The aftermath of crossover day is always a good time to slow your thoughts and scan the landscape of what bills moved and the ones that did not get the necessary attention needed to be included on the floor of the chamber. GSSA will focus on the bills that either are moving or have potential to move due to the political momentum. One of the significant bills that passed both chambers was the AFY23 budget. It is on tot he Governor’s desk.
Here are the AFY23 budget highlights: AFY23 Budget Tracking doc
$50 million to assist with the increase of State Health Benefit Plan for non-certified employer side of the equation. They also agreed on a two year phase-in of $500 increase to the employer contribution that will be effective January 1, 2024. Which works out to an increase of $250 per year increase. Then for the third year it will be $133 beginning January 1, 2026, to reach the $1580 DCH is requesting. (p.26 of tracking doc- SHBP)
GNETS will be moved to the QBE formula FY25. Although not the preferred solution due to costly therapeutics necessary for these students, this is notice for all to prepare for the funding shift. GADOE was directed to work with statewide stakeholders to provide recommendations to to OPB and the House Budget Office, Senate Budget Office by September 30, 2023. (p. 37 of tracking doc – GNETs)
Security grants came back to earth at $50,000 per school. Flexibility remains for local school districts.
$5 million addressing Para Professionals and their desire to move into teaching. These are reimbursable grants for those enrolled after January 1, 2023, to earn certification through GATAPP.
$3.3 million for construction equipment for industry certification for Career Technology (p. 40 – equipment for industry certification)
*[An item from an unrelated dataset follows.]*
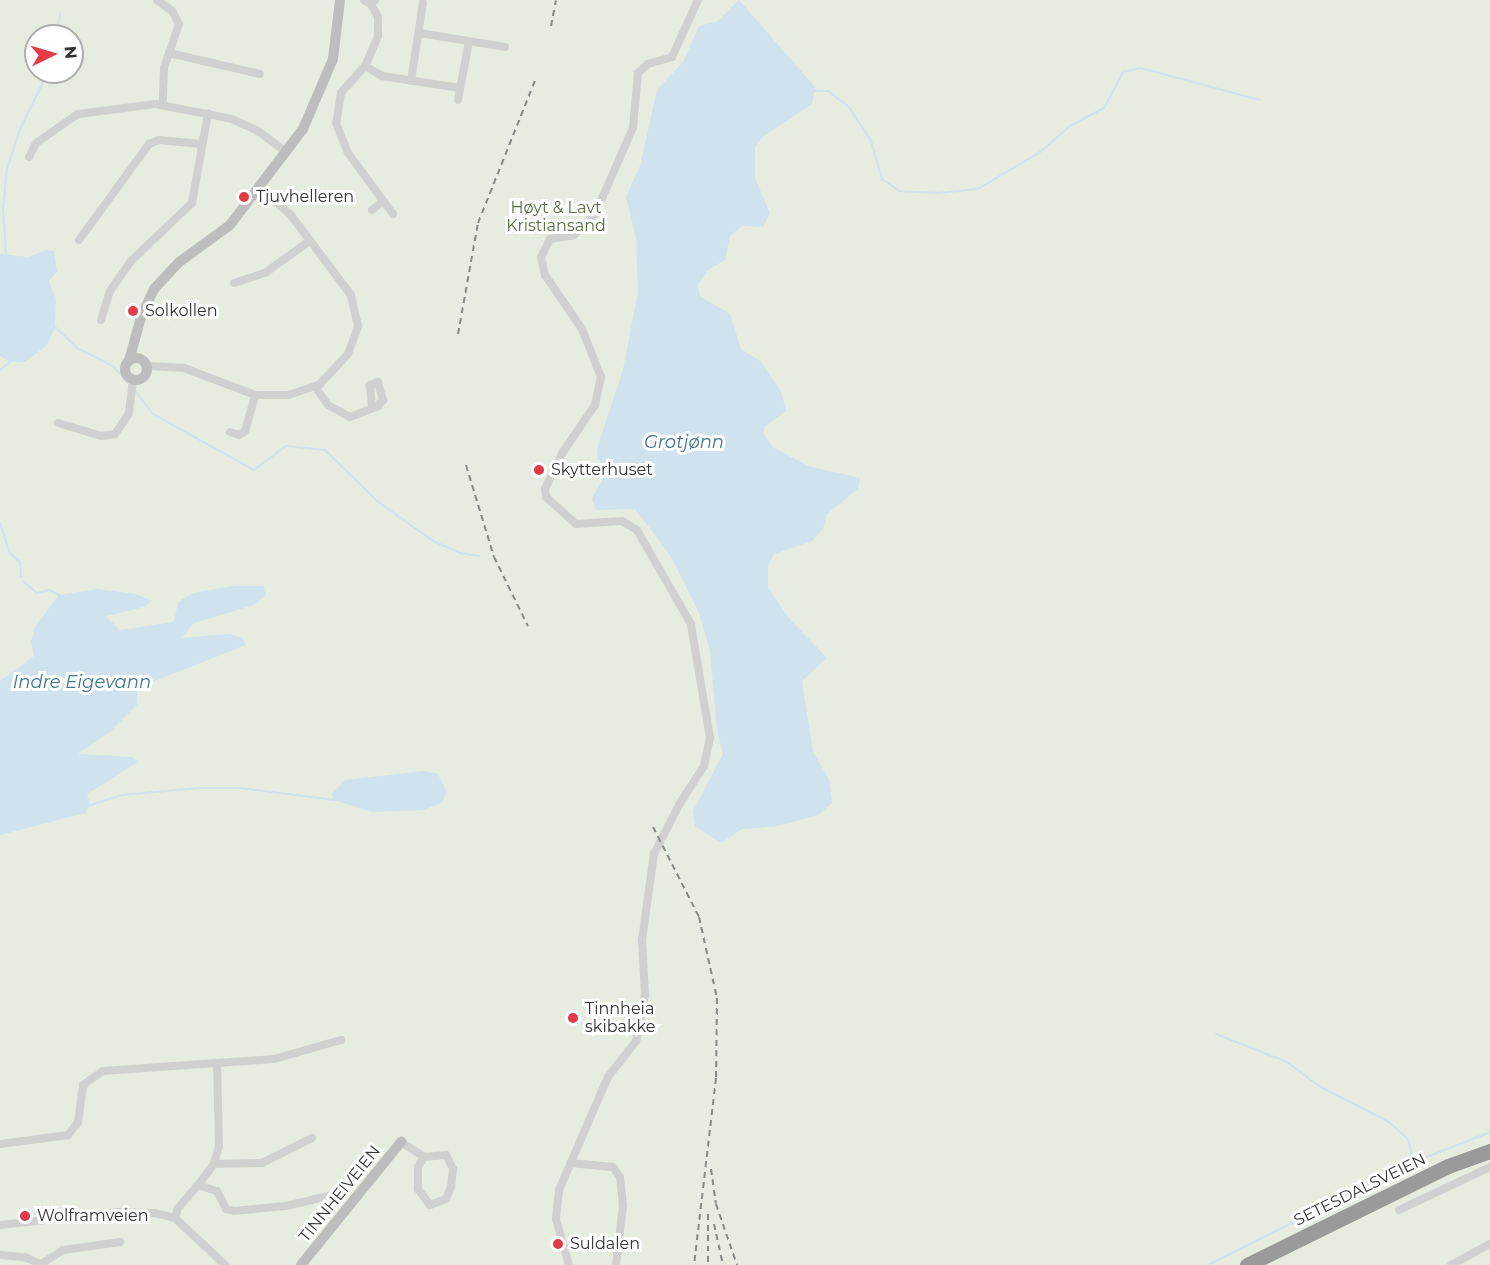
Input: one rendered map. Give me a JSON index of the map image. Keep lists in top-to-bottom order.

Decent Amended budget for K-12 with the QBE formula receiving increases for increased enrollment and T & E. I expect this budget to be signed this week by the Governor so be ready for the State DOE to communicate the process for accessing the dollars.
Here are key Ed bills that passed:
SB 204 Sen. Greg Dolezal Accreditation -Addressing new criteria and standards for education accrediting agencies.
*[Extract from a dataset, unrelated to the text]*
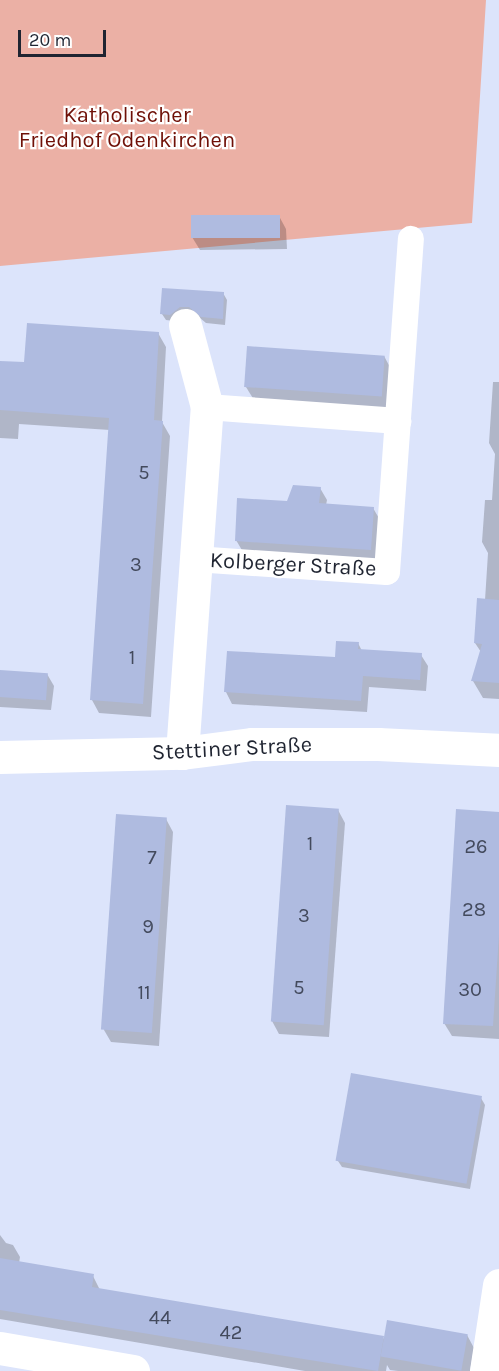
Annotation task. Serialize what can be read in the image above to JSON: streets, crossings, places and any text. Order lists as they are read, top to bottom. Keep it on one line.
{"streets":{"street":["Kolberger Straße","Stettiner Straße"]},"crossings":[["Kolberger Straße","Stettiner Straße"]],"parks":["Katholischer Friedhof Odenkirchen"],"house_numbers":["5","3","1","1","26","7","28","3","9","5","30","11","44","42"],"scale_bar":"20 m"}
SB 211 Sen. Billy Hickman Literacy – Creates a Georgia Council on Literacy with 24 members.
SB 233 – Sen. Greg Dolezal Voucher -Georgia Promise Scholarship Act,(voucher) Creates an education saving account at $6,000 per student per year to attend a private school. The amendment to assist it across the Senate floor limits the eligibility to students to the lower 25% of the lowest performing schools. The bill passed 33-23 along party lines.
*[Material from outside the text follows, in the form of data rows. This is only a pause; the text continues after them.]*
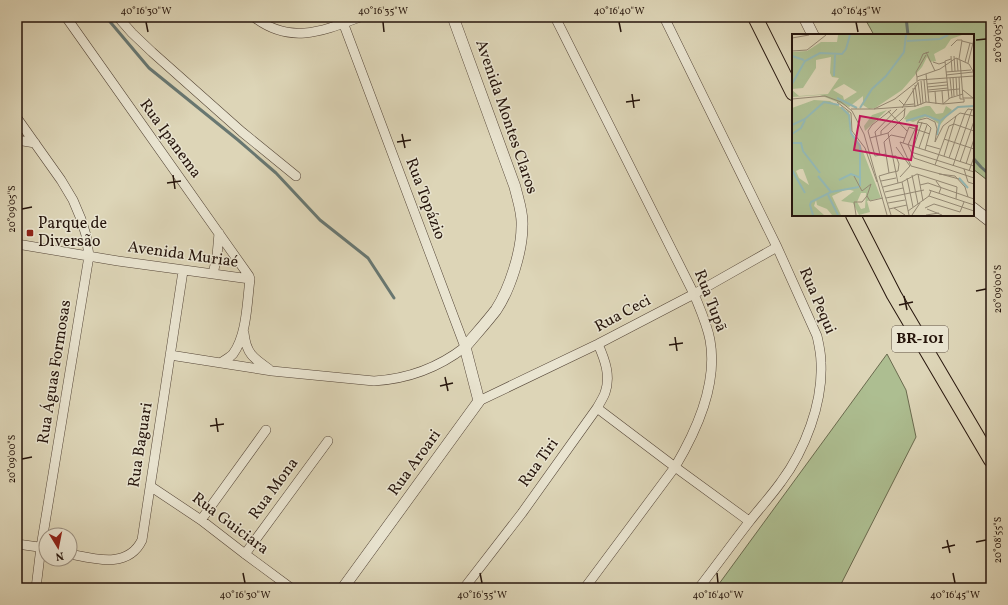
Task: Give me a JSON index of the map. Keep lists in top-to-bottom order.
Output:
{
  "streets": {
    "main road": ["BR-101"],
    "street": [
      "Avenida Montes Claros",
      "Rua Ipanema",
      "Rua Topázio",
      "Avenida Muriaé",
      "Rua Tupã",
      "Rua Pequi",
      "Rua Ceci",
      "Rua Águas Formosas",
      "Rua Baguari",
      "Rua Aroari",
      "Rua Tiri",
      "Rua Mona",
      "Rua Guiciara"
    ]
  },
  "crossings": [
    ["Avenida Montes Claros", "Rua Topázio"],
    ["Rua Ipanema", "Avenida Muriaé"],
    ["Avenida Muriaé", "Rua Águas Formosas"],
    ["Avenida Muriaé", "Rua Baguari"],
    ["Rua Tupã", "Rua Ceci"],
    ["Rua Pequi", "Rua Ceci"],
    ["Rua Ceci", "Rua Aroari"],
    ["Rua Ceci", "Rua Tiri"],
    ["Rua Baguari", "Rua Guiciara"],
    ["Rua Mona", "Rua Guiciara"]
  ],
  "places": {
    "transit": ["Parque de Diversão"]
  },
  "north": "bottom",
  "coordinates": [
    "40°16'30\"W",
    "40°16'35\"W",
    "40°16'40\"W",
    "40°16'45\"W",
    "20°09'05\"S",
    "20°09'00\"S",
    "20°08'55\"S"
  ]
}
SB 4 Sen. Gail Davenport – Braille – Blind persons Braille Literacy Rights and Education Act.
SB 45 – Sen. Jason Anavitarte Seizure Plans– Schools to develop action plans around epilepsy/seizures.
HB 101 Rep. Bruce Williamson – Increase the cap on Student Scholarship Organization donations which provides a dollar for dollar tax credit to donor. Back door voucher. The amount increases by $10 million dollars from $120 million o $130 million. This is an example of how the legislature returns to a bill and expands it reach.
HB 504 Rep. Matt Hatchett – Freeport level 1 exemptions to be removed when calculating the local five mill share. This would be recalculated each year to assess benefit districts.
HB 340 Rep. John Corbett – This provides a daily duty free planning period for K-12 teachers under certain circumstances. Student and staff safety will come first and can impact this under certain circumstances.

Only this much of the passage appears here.